Insistió en que el “licenciado” Cristian se posesionó de un sesgo que dejo muy claro que la SCJN va por la eliminación de la POP. En el posicionamiento de las organizaciones que conforman la REVO TM, dijo, está la petición de que no se quite la PPO, porque en Oaxaca hay un serio riesgo por las amenazas de los asesinos, paramilitares del gobierno priista que encabeza Alejandro Murat.  

“Tememos por la vida de nuestros compañeros, de todos los representantes de las organizaciones que son también demandantes de justicia. Hay asesinos que, a pesar de haber sido señalados por varios testigos, pueden salir en libertad o seguir su proceso en libertad y con la protección del gobierno oaxaqueño”, advirtió Arroyo Rodríguez. 

Otro orador, Adán Mejía López, de la REVO TM, advirtió que, si se libera a alguno de los asesinos de Huazantlán del Río, de San Mateo del Mar –hay tres detenidos-, se movilizarán nuevamente en la ciudad de México para tomar las calles. “Tendríamos que movilizarnos en forma contundente con plantones, marchas y bloqueos; nada descartamos”, refirió.  

Habría por señalar que, acudieron a este movimiento –desde Oaxaca a la ciudad de México –el pasado 2 de septiembre-, sólo delegados de Comisiones representativas de las organizaciones con la finalidad de fijar su posicionamiento a más de dos años de la masacre de San Mateo del Mar.  

Sienten que, a pesar de que el presidente Andrés Manuel López Obrador, en 2020, lamentó los “enfrentamientos” en Oaxaca, su gobierno no ha intervenido y, hasta la fecha, el acto de barbarie sigue en la impunidad. 

En la rueda de prensa, se obsequió a los representantes de los medios presentes un ejemplar del libro: “Operación San Mateo del Mar: Crónica de una masacre”, escrito por Aquino Lobos Serret y Comité de Víctimas y Familiares Ikoots de la Masacre de San Mateo del Mar. Los autores se reservan el derecho de revelar sus identidades por temor a represalias.  
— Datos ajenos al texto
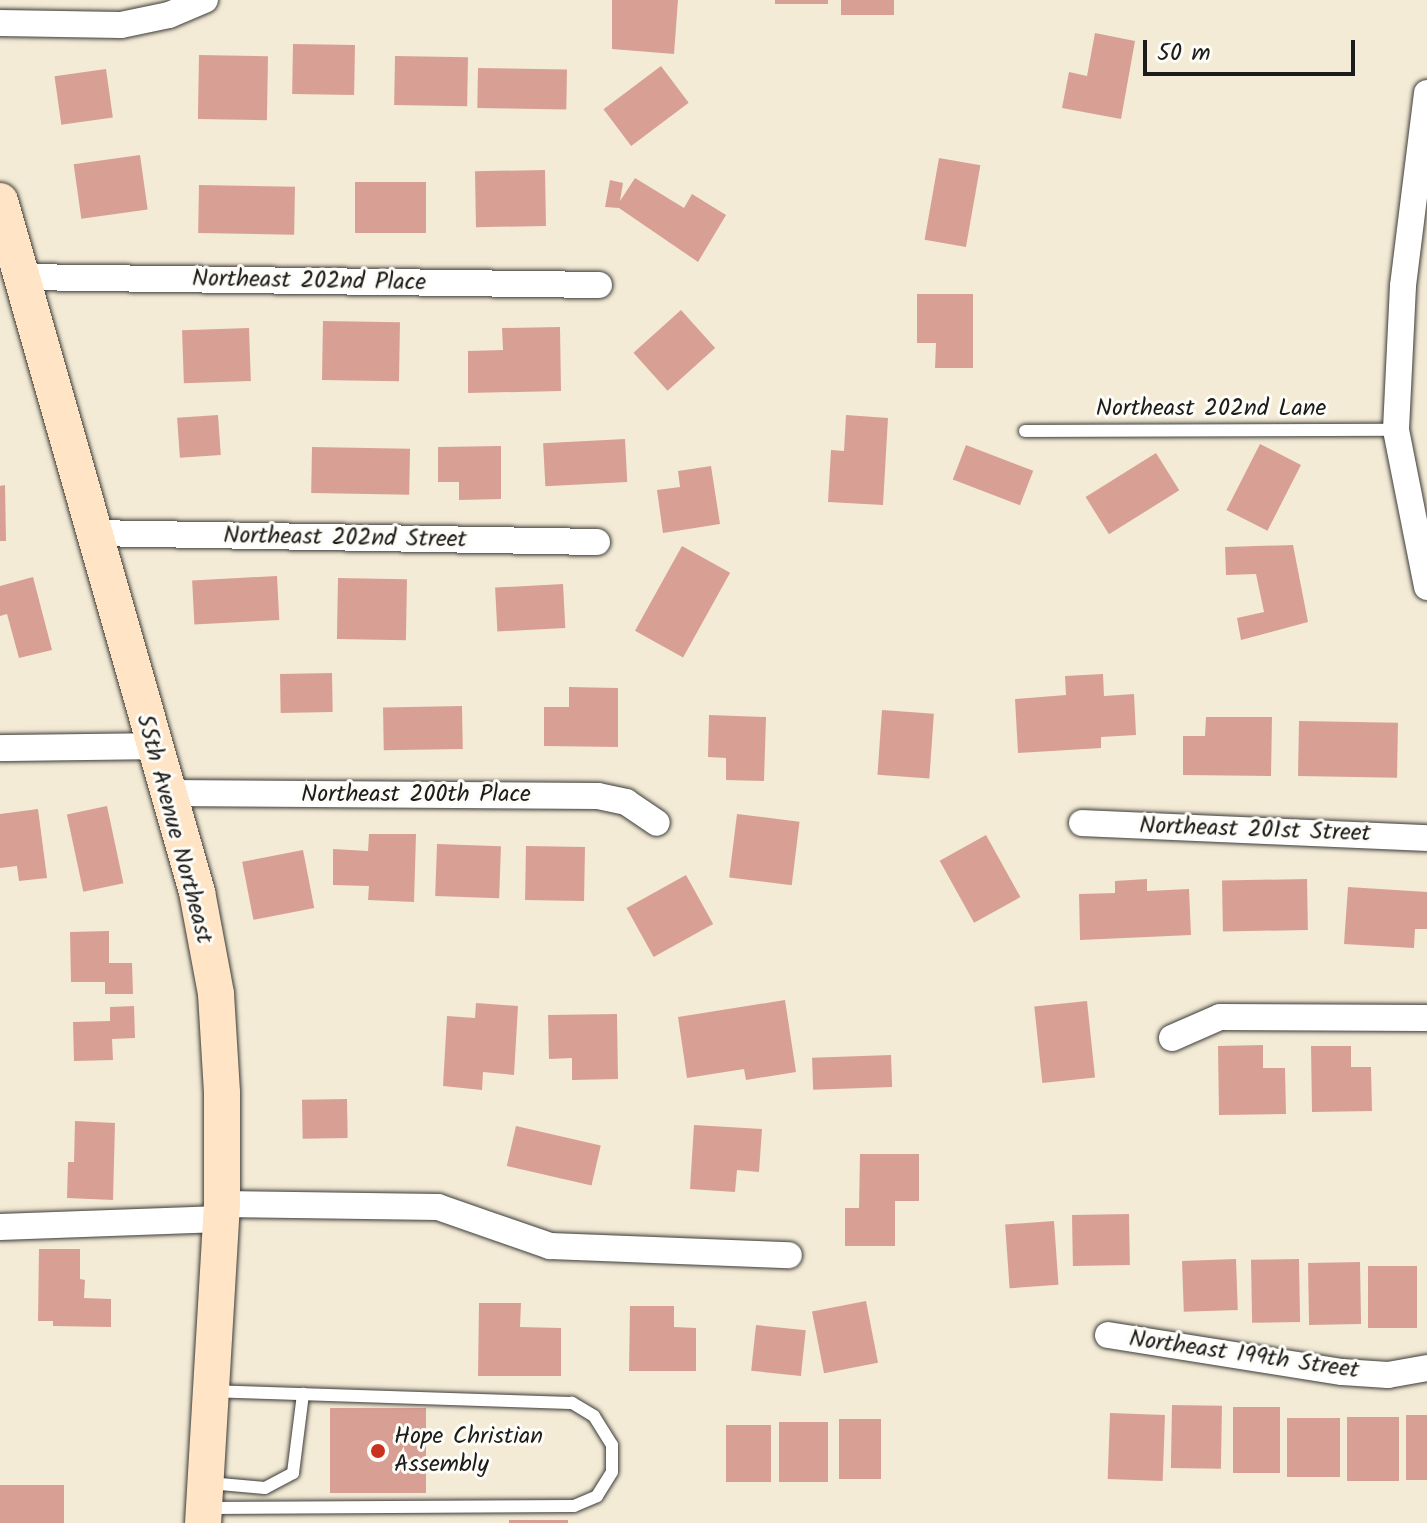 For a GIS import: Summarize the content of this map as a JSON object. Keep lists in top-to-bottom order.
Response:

En la obra –elaborado por y para el Comité de Víctimas-, se describe que no es sólo una apuesta por la memoria viva y reconstrucción de los hechos, sino también un viaje al pasado, a fin de entender la sinrazón de la ira y los antecedentes que detonaron la tragedia. 

 “Sea este libro, también, un homenaje a las víctimas. Y una forma de exigir justicia”. Así como: “…un grito a ese cielo estrellado con una sola exigencia: ¡Justicia!” Ni perdón ni olvido. ¡Nos faltan 15!